Dans vos exploits, la gestion d’un rythme lent mais constant est la clef de la réussite. Mais vous êtes par ailleurs capable de courir un marathon en moins de trois heures. Quel est votre rapport à la vitesse en course à pied ?

Ce n’est pas parce que lors de mes records, je ne cours qu’à 7 ou 8 km/heure que je néglige les entraînements de vitesse dans ma préparation. Mais j’ai du mal à me motiver à préparer un marathon en ville simplement parce qu’il y a généralement beaucoup de monde et qu’on court sur le bitume ! Moi je préfère la nature.

Vous êtes considéré comme l’un des meilleurs coureurs du monde sur ce genre de format. Une discipline assez confidentielle mais qui inspire respect et questionnement. Comment vivez-vous cette forme de notoriété ?

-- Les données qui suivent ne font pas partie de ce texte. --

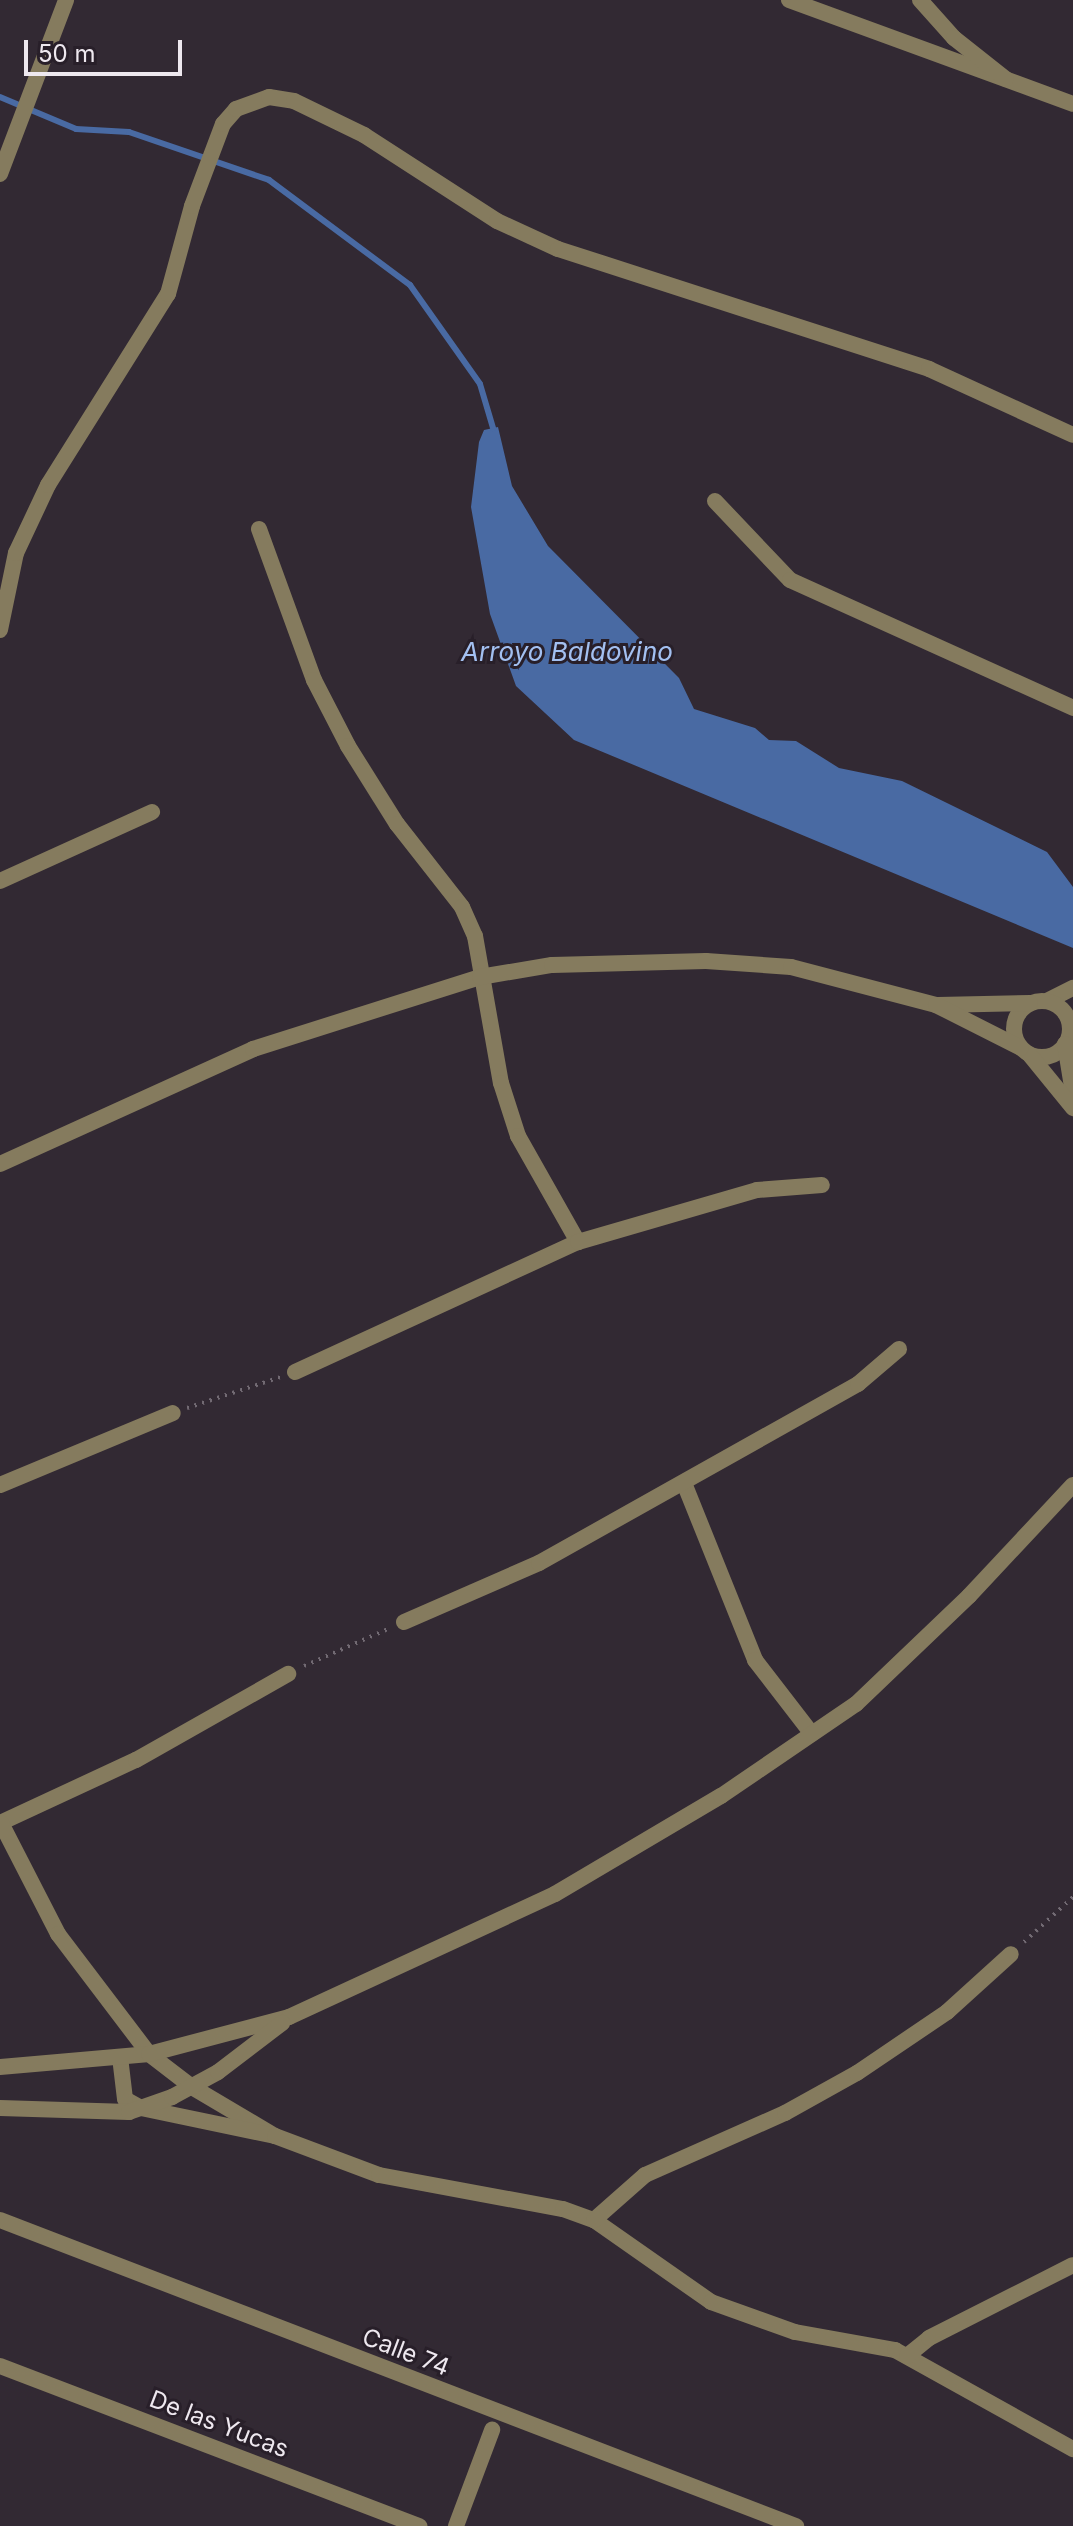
<!DOCTYPE html>
<html>
<head>
<meta charset="utf-8">
<style>
  body { margin:0 }
  #map { position:relative; width:1073px; height:2526px; overflow:hidden; background:#322933; font-family:Inter,sans-serif }
  div>[style] { position:absolute }
  .water>* { inset:0; background:#496aa3 }
  .stream>* { height:6px; margin:-3px; padding:0 3px; transform-origin:3px; border-radius:3px; background:#496aa3 }
  .path>* { height:4px; margin-top:-2px; transform-origin:0; background:repeating-linear-gradient(90deg,#726a73 0 2px,transparent 0 8px) }
  .minor>* { height:16px; margin:-8px; padding:0 8px; transform-origin:8px; border-radius:8px; background:#857b5e }
  .minor>.ring { margin:-8px; padding:0; box-sizing:content-box; background:none; border:16px solid #857b5e; border-radius:50% }
  span { translate:-50% -50%; white-space:nowrap; text-align:center; line-height:1.15; -webkit-text-stroke:6px #281f29; paint-order:stroke }
  .street-label { font-size:24px; color:#eee8ef }
  .water-label { font-size:26px; color:#a3c0f1; font-style:italic }
  .scale { position:absolute; left:24px; top:40px; width:158px; height:36px; box-sizing:border-box; border:4px solid #eee8ef; border-top:0; padding-left:10px; font-size:24px; line-height:28px; white-space:nowrap; color:#eee8ef; -webkit-text-stroke:6px #281f29; paint-order:stroke }
</style>
</head>
<body>
<div id="map">
  <div class="water">
    <i style="clip-path:polygon(498px 427px,512px 486px,548px 546px,679px 678px,694px 709px,755px 728px,769px 740px,796px 741px,839px 768px,902px 781px,1047px 852px,1073px 887px,1073px 948px,574px 740px,516px 686px,490px 614px,471px 507px,479px 442px,484px 430px)"></i>
  </div>
  <div class="stream">
    <i style="left:0;top:97px;width:82px;rotate:22.8deg"></i>
    <i style="left:76px;top:129px;width:53px;rotate:3.2deg"></i>
    <i style="left:129px;top:132px;width:148px;rotate:18.9deg"></i>
    <i style="left:269px;top:180px;width:176px;rotate:36.7deg"></i>
    <i style="left:410px;top:285px;width:121px;rotate:54.7deg"></i>
    <i style="left:480px;top:384px;width:46px;rotate:73.5deg"></i>
  </div>
  <div class="path">
    <i style="left:187px;top:1408px;width:99px;rotate:-18.3deg"></i>
    <i style="left:304px;top:1666px;width:92px;rotate:-23.8deg"></i>
    <i style="left:1024px;top:1942px;width:67px;rotate:-42.6deg"></i>
  </div>
  <div class="minor">
    <i style="left:789px;top:0;width:302px;rotate:20.1deg"></i>
    <i style="left:920px;top:0;width:51px;rotate:48.2deg"></i>
    <i style="left:954px;top:38px;width:66px;rotate:38.3deg"></i>
    <i style="left:0;top:174px;width:186px;rotate:-69.2deg"></i>
    <i style="left:715px;top:501px;width:109px;rotate:46.5deg"></i>
    <i style="left:790px;top:580px;width:311px;rotate:24.3deg"></i>
    <i style="left:259px;top:529px;width:161px;rotate:70deg"></i>
    <i style="left:314px;top:680px;width:74px;rotate:62.7deg"></i>
    <i style="left:348px;top:746px;width:92px;rotate:57.9deg"></i>
    <i style="left:397px;top:824px;width:105px;rotate:51.9deg"></i>
    <i style="left:462px;top:907px;width:32px;rotate:66deg"></i>
    <i style="left:475px;top:936px;width:149px;rotate:80deg"></i>
    <i style="left:501px;top:1083px;width:56px;rotate:72.2deg"></i>
    <i style="left:518px;top:1136px;width:122px;rotate:60.5deg"></i>
    <i style="left:0;top:630px;width:79px;rotate:-78.3deg"></i>
    <i style="left:16px;top:553px;width:75px;rotate:-64.8deg"></i>
    <i style="left:48px;top:485px;width:226px;rotate:-57.9deg"></i>
    <i style="left:168px;top:294px;width:91px;rotate:-74.7deg"></i>
    <i style="left:192px;top:206px;width:88px;rotate:-69.3deg"></i>
    <i style="left:223px;top:124px;width:20px;rotate:-49deg"></i>
    <i style="left:236px;top:109px;width:35px;rotate:-20deg"></i>
    <i style="left:269px;top:97px;width:25px;rotate:9deg"></i>
    <i style="left:294px;top:101px;width:78px;rotate:25.9deg"></i>
    <i style="left:364px;top:135px;width:158px;rotate:32.9deg"></i>
    <i style="left:497px;top:221px;width:67px;rotate:24.7deg"></i>
    <i style="left:558px;top:249px;width:390px;rotate:17.9deg"></i>
    <i style="left:929px;top:369px;width:158px;rotate:24.6deg"></i>
    <i style="left:0;top:881px;width:167px;rotate:-24.4deg"></i>
    <i style="left:1047px;top:1001px;width:29px;rotate:-27deg"></i>
    <i class="ring" style="left:1014px;top:1001px;width:40px;height:40px"></i>
    <i style="left:938px;top:1005px;width:92px;rotate:-1.2deg"></i>
    <i style="left:1065px;top:1044px;width:50px;rotate:80.7deg"></i>
    <i style="left:1029px;top:1054px;width:70px;rotate:50.8deg"></i>
    <i style="left:0;top:1164px;width:278px;rotate:-24.4deg"></i>
    <i style="left:253px;top:1049px;width:238px;rotate:-17.6deg"></i>
    <i style="left:480px;top:977px;width:73px;rotate:-9.5deg"></i>
    <i style="left:552px;top:965px;width:154px;rotate:-1.5deg"></i>
    <i style="left:706px;top:961px;width:85px;rotate:4deg"></i>
    <i style="left:791px;top:967px;width:150px;rotate:14.7deg"></i>
    <i style="left:936px;top:1005px;width:95px;rotate:26.8deg"></i>
    <i style="left:295px;top:1372px;width:311px;rotate:-24.7deg"></i>
    <i style="left:578px;top:1242px;width:186px;rotate:-16.2deg"></i>
    <i style="left:757px;top:1190px;width:65px;rotate:-4.4deg"></i>
    <i style="left:684px;top:1483px;width:191px;rotate:68.1deg"></i>
    <i style="left:755px;top:1660px;width:93px;rotate:52.4deg"></i>
    <i style="left:0;top:1485px;width:187px;rotate:-22.6deg"></i>
    <i style="left:404px;top:1622px;width:147px;rotate:-23.6deg"></i>
    <i style="left:539px;top:1563px;width:366px;rotate:-29.3deg"></i>
    <i style="left:858px;top:1384px;width:54px;rotate:-40.5deg"></i>
    <i style="left:0;top:1823px;width:150px;rotate:-24.9deg"></i>
    <i style="left:136px;top:1760px;width:175px;rotate:-29.5deg"></i>
    <i style="left:1px;top:1823px;width:125px;rotate:62.8deg"></i>
    <i style="left:58px;top:1934px;width:151px;rotate:52.8deg"></i>
    <i style="left:149px;top:2054px;width:54px;rotate:37.5deg"></i>
    <i style="left:192px;top:2087px;width:96px;rotate:30.6deg"></i>
    <i style="left:275px;top:2136px;width:137px;rotate:-168.2deg"></i>
    <i style="left:141px;top:2108px;width:18px;rotate:-151deg"></i>
    <i style="left:125px;top:2099px;width:42px;rotate:-96.8deg"></i>
    <i style="left:0;top:2067px;width:150px;rotate:-5deg"></i>
    <i style="left:149px;top:2054px;width:145px;rotate:-14.8deg"></i>
    <i style="left:289px;top:2017px;width:293px;rotate:-24.8deg"></i>
    <i style="left:555px;top:1894px;width:193px;rotate:-30.6deg"></i>
    <i style="left:721px;top:1796px;width:163px;rotate:-34.3deg"></i>
    <i style="left:856px;top:1704px;width:156px;rotate:-43.7deg"></i>
    <i style="left:969px;top:1596px;width:152px;rotate:-46.9deg"></i>
    <i style="left:0;top:2108px;width:129px;rotate:1.8deg"></i>
    <i style="left:129px;top:2112px;width:46px;rotate:-19.2deg"></i>
    <i style="left:172px;top:2097px;width:52px;rotate:-28.5deg"></i>
    <i style="left:218px;top:2072px;width:81px;rotate:-37.4deg"></i>
    <i style="left:275px;top:2136px;width:111px;rotate:20.6deg"></i>
    <i style="left:379px;top:2175px;width:187px;rotate:10.5deg"></i>
    <i style="left:563px;top:2209px;width:33px;rotate:20deg"></i>
    <i style="left:594px;top:2220px;width:143px;rotate:35deg"></i>
    <i style="left:711px;top:2302px;width:89px;rotate:19.7deg"></i>
    <i style="left:795px;top:2332px;width:102px;rotate:10.2deg"></i>
    <i style="left:895px;top:2350px;width:204px;rotate:29.1deg"></i>
    <i style="left:0;top:2220px;width:853px;rotate:21.03deg"></i>
    <i style="left:594px;top:2220px;width:68px;rotate:-41.4deg"></i>
    <i style="left:645px;top:2175px;width:153px;rotate:-23.9deg"></i>
    <i style="left:785px;top:2113px;width:82px;rotate:-29.1deg"></i>
    <i style="left:857px;top:2073px;width:109px;rotate:-34.1deg"></i>
    <i style="left:947px;top:2012px;width:86px;rotate:-42.2deg"></i>
    <i style="left:907px;top:2356px;width:28px;rotate:-39deg"></i>
    <i style="left:929px;top:2338px;width:161px;rotate:-26.9deg"></i>
    <i style="left:0;top:2366px;width:449px;rotate:20.9deg"></i>
    <i style="left:456px;top:2526px;width:103px;rotate:-69.4deg"></i>
  </div>
  <div class="street-label">
    <span style="left:406px;top:2352px;rotate:21deg">Calle 74</span>
    <span style="left:219px;top:2424px;rotate:21deg">De las Yucas</span>
  </div>
  <div class="water-label">
    <span style="left:567px;top:652px">Arroyo Baldovino</span>
  </div>
  <div class="scale">50 m</div>
</div>
</body>
</html>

Nous sommes très peu à tenter ce genre de défi, c’est une véritable niche. Et dans ce très petit milieu, j’ai conscience que je suis désormais un des meilleurs au monde. Je constate aussi que certains grands coureurs, comme Kilian Jornet ou François D’Haene, les deux meilleurs ultra-trailers du monde, ont beaucoup de respect pour ce que je fais. J’en suis fier mais ce n’est évidemment pas ce qui me pousse. Ni l’argent d’ailleurs : on n’en gagne pas quand on réalise des Fastest Known Times. Mais désormais, j’ai la chance d’être sponsorisé, donc je ne dois plus payer moi-même pour mes aventures.

La suite, c’est quoi ?

J’aimerais aller établir un FKT sur le Te Araroa Trail de Nouvelle-Zélande, ce sentier de 3 000 kilomètres qui traverse de part en part les deux îles principales. Et puis, j’aimerais évidemment retourner à la Barkley qui est une course très particulière. Une fois que vous avez goûté à ça, vous souhaitez y retourner. J’y retournerai jusqu’à ce que je la finisse.